Sensitive and contemporary
Manmeet Sodhi

The Disappearances
by Vijay Seshadri. HarperCollins. Pages 141. Rs 295.

HERE is a voice ‘gracefully contemporary’ looking into and through our troubled world with the best of a rare sensibility.

Startlingly original, one can see Vijay Seshadri’s The Disappearances as a combination of wit, creative use of language and his unbridled intelligence. This extraordinary collection is a compilation of two books, Wild Kingdom (1996) and The Long Meadow (2004), exploring diverse aspects of human existence.
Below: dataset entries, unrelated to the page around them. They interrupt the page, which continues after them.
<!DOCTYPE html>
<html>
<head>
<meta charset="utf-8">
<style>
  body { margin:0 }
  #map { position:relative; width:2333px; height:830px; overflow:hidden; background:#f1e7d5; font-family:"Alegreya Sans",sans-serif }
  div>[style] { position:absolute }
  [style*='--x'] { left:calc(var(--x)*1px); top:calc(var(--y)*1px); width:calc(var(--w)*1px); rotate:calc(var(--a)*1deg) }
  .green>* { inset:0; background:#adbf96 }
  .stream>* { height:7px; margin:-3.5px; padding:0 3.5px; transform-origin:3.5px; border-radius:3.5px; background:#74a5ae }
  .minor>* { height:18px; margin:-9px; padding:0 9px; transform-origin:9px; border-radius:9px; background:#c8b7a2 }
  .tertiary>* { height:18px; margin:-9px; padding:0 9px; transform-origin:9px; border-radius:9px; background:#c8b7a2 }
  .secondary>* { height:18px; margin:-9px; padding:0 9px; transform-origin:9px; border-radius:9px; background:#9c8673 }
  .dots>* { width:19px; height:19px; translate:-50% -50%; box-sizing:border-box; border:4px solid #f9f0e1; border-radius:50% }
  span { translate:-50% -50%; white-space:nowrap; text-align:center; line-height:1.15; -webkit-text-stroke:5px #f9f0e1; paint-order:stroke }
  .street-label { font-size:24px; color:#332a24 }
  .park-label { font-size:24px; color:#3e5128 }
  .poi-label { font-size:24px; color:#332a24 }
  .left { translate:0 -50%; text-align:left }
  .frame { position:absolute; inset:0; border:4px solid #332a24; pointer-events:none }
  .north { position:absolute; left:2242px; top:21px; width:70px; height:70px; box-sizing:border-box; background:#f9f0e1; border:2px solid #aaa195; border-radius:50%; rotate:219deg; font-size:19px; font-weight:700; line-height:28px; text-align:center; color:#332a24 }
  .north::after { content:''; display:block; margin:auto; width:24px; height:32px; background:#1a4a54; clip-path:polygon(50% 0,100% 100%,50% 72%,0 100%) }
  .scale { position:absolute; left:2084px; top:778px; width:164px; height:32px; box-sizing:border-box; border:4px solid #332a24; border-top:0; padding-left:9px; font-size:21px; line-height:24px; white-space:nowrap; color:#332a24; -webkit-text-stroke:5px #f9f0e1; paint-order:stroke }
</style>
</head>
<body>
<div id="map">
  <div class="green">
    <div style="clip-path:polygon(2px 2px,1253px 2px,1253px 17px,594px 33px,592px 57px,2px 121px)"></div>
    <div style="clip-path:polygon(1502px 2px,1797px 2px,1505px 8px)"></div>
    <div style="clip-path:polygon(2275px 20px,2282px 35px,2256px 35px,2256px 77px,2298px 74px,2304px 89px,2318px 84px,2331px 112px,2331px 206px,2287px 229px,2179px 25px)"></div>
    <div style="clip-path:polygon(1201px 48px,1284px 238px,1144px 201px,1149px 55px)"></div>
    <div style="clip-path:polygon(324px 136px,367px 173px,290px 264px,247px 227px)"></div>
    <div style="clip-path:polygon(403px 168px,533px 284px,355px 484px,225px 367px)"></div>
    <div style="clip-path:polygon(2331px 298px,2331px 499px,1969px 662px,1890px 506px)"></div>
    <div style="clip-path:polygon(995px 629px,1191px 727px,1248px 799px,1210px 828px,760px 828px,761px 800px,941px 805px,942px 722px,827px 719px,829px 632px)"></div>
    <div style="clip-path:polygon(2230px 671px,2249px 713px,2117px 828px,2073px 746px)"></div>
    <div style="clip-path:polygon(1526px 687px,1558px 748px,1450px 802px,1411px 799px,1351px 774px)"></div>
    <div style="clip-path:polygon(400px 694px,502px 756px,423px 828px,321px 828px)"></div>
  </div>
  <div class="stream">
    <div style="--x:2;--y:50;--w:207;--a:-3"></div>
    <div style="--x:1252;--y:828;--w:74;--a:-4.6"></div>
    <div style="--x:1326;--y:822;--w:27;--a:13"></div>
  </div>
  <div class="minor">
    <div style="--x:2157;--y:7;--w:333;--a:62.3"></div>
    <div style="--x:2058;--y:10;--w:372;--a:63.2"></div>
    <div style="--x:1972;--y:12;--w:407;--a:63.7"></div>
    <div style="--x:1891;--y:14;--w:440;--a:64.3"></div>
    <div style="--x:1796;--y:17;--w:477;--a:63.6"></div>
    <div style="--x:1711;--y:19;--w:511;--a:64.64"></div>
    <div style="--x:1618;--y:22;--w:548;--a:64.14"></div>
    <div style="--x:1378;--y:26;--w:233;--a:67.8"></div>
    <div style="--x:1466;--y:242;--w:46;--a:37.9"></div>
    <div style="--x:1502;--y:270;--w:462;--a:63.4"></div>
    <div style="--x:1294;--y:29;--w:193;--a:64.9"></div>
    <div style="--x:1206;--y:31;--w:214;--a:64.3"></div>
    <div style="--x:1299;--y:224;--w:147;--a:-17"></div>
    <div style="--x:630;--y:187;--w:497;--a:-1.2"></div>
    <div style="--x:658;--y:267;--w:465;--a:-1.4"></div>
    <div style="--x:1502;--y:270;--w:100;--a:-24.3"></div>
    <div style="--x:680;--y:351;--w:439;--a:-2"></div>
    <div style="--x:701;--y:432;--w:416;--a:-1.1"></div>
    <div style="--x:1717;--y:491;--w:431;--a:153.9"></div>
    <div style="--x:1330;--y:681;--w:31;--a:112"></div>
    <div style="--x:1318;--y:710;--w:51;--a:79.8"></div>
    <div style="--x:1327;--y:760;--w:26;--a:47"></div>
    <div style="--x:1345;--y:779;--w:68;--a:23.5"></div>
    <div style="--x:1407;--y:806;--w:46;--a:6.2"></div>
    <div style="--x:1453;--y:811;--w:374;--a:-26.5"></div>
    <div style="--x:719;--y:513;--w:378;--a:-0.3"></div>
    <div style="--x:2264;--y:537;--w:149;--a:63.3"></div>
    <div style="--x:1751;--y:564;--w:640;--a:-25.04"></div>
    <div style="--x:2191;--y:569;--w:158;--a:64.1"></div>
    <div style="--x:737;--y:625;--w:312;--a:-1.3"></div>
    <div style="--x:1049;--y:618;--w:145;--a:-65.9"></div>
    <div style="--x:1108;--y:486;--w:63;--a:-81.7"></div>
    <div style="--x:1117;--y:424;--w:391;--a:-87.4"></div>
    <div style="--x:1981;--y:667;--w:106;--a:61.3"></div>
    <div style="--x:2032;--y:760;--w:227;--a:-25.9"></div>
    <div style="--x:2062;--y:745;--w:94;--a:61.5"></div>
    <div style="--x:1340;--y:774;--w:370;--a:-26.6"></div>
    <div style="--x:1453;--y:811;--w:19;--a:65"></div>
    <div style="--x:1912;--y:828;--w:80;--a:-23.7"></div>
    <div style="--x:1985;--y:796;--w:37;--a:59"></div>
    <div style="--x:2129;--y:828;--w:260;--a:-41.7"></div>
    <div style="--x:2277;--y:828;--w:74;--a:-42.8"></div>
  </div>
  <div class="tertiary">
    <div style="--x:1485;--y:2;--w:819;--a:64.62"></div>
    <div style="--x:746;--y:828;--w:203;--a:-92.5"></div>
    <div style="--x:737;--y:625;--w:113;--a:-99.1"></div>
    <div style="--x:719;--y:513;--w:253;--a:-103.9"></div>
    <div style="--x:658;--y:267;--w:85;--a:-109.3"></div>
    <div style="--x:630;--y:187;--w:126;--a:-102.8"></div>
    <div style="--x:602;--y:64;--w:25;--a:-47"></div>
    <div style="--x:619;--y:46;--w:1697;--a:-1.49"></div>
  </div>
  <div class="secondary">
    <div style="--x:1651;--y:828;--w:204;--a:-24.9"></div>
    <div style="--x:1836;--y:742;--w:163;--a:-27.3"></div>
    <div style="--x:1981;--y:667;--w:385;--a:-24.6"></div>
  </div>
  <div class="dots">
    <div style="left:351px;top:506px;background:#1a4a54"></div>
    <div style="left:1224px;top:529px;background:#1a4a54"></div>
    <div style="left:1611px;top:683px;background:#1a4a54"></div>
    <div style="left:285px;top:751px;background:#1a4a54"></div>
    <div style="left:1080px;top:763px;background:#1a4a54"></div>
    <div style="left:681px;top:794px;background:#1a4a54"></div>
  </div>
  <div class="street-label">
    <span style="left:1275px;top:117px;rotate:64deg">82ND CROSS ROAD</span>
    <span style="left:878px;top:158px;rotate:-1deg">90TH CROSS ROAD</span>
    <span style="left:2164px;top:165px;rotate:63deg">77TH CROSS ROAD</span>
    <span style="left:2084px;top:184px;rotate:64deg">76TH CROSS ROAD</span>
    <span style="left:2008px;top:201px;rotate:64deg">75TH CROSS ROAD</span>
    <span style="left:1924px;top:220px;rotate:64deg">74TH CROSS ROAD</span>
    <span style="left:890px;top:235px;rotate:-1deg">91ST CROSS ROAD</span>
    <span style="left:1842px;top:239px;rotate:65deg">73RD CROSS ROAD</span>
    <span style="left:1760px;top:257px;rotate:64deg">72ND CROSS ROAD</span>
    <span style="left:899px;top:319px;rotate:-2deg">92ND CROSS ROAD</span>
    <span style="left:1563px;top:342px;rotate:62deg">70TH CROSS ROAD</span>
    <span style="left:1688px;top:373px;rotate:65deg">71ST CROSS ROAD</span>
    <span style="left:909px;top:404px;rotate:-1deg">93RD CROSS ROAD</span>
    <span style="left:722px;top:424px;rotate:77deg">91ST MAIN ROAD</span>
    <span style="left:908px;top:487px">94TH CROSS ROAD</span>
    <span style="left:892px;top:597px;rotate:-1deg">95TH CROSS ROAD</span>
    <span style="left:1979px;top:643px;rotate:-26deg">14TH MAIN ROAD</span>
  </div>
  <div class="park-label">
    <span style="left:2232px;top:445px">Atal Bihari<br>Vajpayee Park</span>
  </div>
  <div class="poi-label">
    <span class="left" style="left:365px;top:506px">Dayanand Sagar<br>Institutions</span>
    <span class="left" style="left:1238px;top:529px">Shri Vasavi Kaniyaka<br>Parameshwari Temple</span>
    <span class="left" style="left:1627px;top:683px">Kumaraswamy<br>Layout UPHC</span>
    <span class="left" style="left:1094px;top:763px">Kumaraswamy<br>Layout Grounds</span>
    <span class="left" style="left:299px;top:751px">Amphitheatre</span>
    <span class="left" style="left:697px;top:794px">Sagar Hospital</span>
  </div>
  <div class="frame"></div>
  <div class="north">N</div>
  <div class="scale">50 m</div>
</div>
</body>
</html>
The poems in Wild Kingdom are structured around a broad array of reflective ideas: human dislocation as in The Refugee who is "pinned like a flower on the genocidal past"; the awful predicament of a driver stuck in a forest in Lifeline; strips of superfluous identity to discover the primal, where "the signature stinks and blood trails of man".

His ingenuity can be captured with unmatched intensity in number of insightful poems as in The Testimonies of Ramon Fernandez, "I know its right/ to put the pedal to my appetite/until I hear the engine roar" or somewhere else in which the speaker says of an estranged friend that "he won’t answer my letters/his ink is frozen and he can’t forgive".

The Long Meadow, for which he was awarded the prestigious James Laughlin award from the academy of American poets, gracefully embraces life from a fresh perspective.

The poems are subtle and intense, marked by abiding concerns: feeling of compassion in Survivor; embracing of mankind ‘though diverse’ have something in common’ in A Fable; a healing effect of the title poem The Disappearance; inventive use of the language in poems like Aphasia and Baby Baby. He invites the reader in his personal world to share a memory, event or emotion: "I have the eyes to wait for you" in the love poem, The Painted Thing.

The book also contains a prose memoir, The Nature of the Chemical Bond, which amusingly looks at issues like immigration, generation gap, the American Civil War, travel, and Indian mythology. This collection ends with a sharp and sensitive turns of a long narrative poem, The Long Meadow.

This arresting collection comes like a breath of fresh air. At times slackness slinks in, but his persuasive voice has power to make this poetic route fascinating with remarkable sensitivity, instinctive empathy and high imagination.